(Saved entries)
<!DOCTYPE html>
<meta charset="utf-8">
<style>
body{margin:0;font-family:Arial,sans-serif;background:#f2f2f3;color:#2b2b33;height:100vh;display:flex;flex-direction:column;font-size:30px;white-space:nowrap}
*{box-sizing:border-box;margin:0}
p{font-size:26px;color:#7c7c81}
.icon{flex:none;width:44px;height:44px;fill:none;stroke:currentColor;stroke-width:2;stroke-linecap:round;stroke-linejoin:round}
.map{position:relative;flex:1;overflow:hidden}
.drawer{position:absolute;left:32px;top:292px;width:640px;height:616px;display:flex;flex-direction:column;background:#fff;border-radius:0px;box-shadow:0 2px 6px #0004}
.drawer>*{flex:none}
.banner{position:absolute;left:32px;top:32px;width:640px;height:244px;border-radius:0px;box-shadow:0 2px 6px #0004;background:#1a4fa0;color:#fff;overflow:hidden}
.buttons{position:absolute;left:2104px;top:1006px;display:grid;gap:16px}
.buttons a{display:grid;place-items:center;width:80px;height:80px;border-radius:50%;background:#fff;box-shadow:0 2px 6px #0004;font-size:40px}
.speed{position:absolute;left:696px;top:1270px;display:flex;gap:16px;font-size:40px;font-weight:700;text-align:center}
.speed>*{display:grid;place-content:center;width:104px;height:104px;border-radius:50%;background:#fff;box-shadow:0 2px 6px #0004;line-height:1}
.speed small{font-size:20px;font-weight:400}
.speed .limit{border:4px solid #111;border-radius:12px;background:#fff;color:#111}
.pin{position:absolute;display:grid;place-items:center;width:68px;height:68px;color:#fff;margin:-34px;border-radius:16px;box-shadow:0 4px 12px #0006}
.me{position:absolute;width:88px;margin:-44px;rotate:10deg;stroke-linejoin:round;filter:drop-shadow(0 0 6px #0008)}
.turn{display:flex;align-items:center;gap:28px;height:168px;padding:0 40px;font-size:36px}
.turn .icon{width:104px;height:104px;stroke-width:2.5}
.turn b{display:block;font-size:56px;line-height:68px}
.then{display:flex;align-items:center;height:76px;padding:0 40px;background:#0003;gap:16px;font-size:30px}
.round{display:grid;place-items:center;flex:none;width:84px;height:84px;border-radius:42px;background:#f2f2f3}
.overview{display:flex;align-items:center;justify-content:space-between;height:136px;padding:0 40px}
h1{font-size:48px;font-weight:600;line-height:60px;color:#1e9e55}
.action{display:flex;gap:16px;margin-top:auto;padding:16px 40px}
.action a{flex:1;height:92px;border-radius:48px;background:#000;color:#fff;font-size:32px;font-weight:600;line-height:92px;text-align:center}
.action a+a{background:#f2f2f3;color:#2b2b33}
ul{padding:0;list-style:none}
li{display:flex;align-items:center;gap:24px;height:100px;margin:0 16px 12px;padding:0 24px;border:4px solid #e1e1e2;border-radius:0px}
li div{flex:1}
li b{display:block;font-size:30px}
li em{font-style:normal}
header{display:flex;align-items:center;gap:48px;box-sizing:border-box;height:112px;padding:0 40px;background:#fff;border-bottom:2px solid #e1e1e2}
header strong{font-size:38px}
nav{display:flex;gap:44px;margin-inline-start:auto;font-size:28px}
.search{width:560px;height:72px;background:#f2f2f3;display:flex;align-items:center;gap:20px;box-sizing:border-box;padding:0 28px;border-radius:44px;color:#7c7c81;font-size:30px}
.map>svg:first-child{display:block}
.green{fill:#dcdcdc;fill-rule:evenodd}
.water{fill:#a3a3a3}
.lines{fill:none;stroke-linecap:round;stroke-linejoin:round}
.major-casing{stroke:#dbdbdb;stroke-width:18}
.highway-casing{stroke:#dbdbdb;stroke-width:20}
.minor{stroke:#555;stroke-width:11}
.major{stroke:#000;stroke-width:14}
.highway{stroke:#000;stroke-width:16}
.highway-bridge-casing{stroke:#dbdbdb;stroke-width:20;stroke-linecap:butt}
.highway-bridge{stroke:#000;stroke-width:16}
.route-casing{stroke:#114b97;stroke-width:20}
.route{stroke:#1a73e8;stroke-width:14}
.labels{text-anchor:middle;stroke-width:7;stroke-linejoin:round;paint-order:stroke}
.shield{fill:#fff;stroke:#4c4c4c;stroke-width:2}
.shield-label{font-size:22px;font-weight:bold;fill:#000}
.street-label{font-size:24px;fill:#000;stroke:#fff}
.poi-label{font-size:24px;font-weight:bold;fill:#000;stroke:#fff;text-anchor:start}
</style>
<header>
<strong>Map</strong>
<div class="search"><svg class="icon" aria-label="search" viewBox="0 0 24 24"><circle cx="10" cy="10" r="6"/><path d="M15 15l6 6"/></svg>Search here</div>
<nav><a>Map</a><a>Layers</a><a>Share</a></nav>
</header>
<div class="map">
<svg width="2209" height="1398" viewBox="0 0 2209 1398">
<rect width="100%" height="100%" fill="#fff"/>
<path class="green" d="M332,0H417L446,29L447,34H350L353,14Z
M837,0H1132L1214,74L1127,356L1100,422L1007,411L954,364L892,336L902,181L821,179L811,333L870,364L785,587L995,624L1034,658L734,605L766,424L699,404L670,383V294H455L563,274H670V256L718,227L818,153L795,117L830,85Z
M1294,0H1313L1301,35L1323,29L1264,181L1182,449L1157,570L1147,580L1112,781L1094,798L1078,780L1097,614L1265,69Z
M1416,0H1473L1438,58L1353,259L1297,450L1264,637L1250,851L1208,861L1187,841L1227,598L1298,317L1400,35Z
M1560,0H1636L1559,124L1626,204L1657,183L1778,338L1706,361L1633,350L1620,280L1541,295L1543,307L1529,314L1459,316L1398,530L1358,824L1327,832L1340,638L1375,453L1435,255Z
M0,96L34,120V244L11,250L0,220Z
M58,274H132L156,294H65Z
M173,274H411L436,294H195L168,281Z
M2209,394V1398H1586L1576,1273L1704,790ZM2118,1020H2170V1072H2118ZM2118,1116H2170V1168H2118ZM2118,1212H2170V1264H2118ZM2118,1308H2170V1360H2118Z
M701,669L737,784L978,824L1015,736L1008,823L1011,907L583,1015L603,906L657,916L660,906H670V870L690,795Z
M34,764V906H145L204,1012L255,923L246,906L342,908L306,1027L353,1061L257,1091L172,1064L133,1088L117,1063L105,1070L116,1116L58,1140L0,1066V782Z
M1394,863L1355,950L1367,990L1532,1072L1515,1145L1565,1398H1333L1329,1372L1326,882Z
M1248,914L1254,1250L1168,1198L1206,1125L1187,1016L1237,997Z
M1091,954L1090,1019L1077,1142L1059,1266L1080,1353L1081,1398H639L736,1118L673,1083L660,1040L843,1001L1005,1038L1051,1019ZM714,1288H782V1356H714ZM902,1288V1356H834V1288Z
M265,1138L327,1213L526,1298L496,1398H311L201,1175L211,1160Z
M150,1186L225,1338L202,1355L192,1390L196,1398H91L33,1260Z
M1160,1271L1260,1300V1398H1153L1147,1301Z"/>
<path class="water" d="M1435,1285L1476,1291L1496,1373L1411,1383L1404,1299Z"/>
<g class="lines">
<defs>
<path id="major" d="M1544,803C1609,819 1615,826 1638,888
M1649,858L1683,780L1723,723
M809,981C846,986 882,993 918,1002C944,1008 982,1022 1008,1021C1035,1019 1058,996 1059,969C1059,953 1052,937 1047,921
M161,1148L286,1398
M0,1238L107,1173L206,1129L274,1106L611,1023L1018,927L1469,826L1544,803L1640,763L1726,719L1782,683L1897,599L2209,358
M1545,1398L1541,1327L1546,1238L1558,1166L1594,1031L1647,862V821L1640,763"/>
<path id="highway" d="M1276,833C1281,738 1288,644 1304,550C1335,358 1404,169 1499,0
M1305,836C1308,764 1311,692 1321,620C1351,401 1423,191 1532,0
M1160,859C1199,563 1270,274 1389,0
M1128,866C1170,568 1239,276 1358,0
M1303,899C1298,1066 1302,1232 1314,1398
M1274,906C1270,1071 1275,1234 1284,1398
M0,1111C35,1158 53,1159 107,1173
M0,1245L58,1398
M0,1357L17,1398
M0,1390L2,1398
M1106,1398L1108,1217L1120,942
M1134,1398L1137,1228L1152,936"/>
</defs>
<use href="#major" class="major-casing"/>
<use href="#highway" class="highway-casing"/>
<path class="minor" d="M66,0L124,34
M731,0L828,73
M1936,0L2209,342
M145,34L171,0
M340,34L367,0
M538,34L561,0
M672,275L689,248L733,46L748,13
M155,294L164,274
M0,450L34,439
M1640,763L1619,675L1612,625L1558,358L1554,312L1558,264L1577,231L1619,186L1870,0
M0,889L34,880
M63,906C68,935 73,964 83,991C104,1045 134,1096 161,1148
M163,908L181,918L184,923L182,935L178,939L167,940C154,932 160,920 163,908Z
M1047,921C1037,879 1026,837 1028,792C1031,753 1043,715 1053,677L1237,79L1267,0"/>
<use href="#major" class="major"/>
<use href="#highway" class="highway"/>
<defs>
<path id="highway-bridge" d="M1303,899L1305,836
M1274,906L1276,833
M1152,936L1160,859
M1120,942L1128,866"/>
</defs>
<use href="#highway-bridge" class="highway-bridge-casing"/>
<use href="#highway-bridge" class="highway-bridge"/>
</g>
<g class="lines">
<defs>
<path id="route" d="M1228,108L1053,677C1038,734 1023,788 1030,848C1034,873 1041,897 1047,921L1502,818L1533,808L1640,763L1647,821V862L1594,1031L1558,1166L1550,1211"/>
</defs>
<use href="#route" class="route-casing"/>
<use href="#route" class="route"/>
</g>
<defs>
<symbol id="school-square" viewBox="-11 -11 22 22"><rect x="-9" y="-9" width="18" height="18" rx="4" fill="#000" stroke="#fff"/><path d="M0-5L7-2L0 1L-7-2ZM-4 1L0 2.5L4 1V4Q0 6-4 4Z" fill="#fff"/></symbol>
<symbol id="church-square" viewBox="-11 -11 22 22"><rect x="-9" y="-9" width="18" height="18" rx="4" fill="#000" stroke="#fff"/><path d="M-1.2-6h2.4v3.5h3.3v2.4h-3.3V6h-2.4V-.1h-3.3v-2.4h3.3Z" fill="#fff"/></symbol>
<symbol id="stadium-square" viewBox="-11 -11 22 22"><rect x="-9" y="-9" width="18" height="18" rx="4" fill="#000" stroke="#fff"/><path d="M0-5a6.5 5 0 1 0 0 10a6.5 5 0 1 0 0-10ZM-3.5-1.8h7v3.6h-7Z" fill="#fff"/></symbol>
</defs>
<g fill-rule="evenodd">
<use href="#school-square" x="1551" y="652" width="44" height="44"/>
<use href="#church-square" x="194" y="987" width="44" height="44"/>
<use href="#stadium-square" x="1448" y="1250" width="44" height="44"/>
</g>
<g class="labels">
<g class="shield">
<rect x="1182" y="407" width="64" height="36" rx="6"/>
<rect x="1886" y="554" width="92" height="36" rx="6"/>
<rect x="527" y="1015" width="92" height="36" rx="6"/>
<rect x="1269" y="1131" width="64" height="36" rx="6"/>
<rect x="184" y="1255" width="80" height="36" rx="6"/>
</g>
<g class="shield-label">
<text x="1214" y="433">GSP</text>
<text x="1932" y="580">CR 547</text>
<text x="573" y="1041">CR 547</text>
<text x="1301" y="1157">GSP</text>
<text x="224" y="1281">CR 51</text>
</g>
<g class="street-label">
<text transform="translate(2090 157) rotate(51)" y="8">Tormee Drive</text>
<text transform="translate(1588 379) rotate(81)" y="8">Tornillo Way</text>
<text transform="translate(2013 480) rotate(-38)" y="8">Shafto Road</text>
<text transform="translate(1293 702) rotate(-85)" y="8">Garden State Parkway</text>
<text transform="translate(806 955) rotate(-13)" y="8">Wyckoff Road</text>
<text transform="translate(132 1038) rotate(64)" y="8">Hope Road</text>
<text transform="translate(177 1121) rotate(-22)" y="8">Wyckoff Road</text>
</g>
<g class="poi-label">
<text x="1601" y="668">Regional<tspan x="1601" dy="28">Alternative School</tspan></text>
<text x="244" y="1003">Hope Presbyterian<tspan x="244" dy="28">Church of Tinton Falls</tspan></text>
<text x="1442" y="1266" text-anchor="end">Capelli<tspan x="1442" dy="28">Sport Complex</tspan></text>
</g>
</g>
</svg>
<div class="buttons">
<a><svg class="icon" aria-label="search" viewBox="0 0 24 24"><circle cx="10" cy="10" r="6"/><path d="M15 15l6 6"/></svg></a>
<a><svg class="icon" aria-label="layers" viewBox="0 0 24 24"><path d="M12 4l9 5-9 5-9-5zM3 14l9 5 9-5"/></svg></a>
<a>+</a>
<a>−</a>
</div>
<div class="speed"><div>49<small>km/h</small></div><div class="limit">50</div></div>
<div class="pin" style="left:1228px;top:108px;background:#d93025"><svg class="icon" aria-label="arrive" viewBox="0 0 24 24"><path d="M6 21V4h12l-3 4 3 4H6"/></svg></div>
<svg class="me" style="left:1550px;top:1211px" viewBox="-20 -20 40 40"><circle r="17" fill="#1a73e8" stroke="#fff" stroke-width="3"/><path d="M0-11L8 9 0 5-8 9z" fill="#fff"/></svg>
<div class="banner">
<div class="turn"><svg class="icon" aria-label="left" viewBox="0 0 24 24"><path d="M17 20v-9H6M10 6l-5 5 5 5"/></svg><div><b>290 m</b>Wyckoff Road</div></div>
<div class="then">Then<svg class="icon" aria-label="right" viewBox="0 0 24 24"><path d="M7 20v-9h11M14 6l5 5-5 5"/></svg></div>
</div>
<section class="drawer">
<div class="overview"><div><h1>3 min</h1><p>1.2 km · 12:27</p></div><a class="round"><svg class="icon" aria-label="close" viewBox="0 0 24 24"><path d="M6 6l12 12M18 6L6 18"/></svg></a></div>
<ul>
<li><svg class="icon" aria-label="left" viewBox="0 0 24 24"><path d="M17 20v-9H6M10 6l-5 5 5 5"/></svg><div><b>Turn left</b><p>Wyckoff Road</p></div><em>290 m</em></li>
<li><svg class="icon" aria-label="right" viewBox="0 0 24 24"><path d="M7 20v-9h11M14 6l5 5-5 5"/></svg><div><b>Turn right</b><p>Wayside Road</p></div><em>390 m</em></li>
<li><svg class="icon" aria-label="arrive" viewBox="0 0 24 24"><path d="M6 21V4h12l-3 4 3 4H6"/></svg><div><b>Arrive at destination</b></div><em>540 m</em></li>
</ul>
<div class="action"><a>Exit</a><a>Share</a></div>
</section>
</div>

- EXERCISE INSTRUCTIONS
Find "overflow" in the data above. Report each line where it appears.

- ANSWER FOR THE TASK
.map{position:relative;flex:1;overflow:hidden}
.banner{position:absolute;left:32px;top:32px;width:640px;height:244px;border-radius:0px;box-shadow:0 2px 6px #0004;background:#1a4fa0;color:#fff;overflow:hidden}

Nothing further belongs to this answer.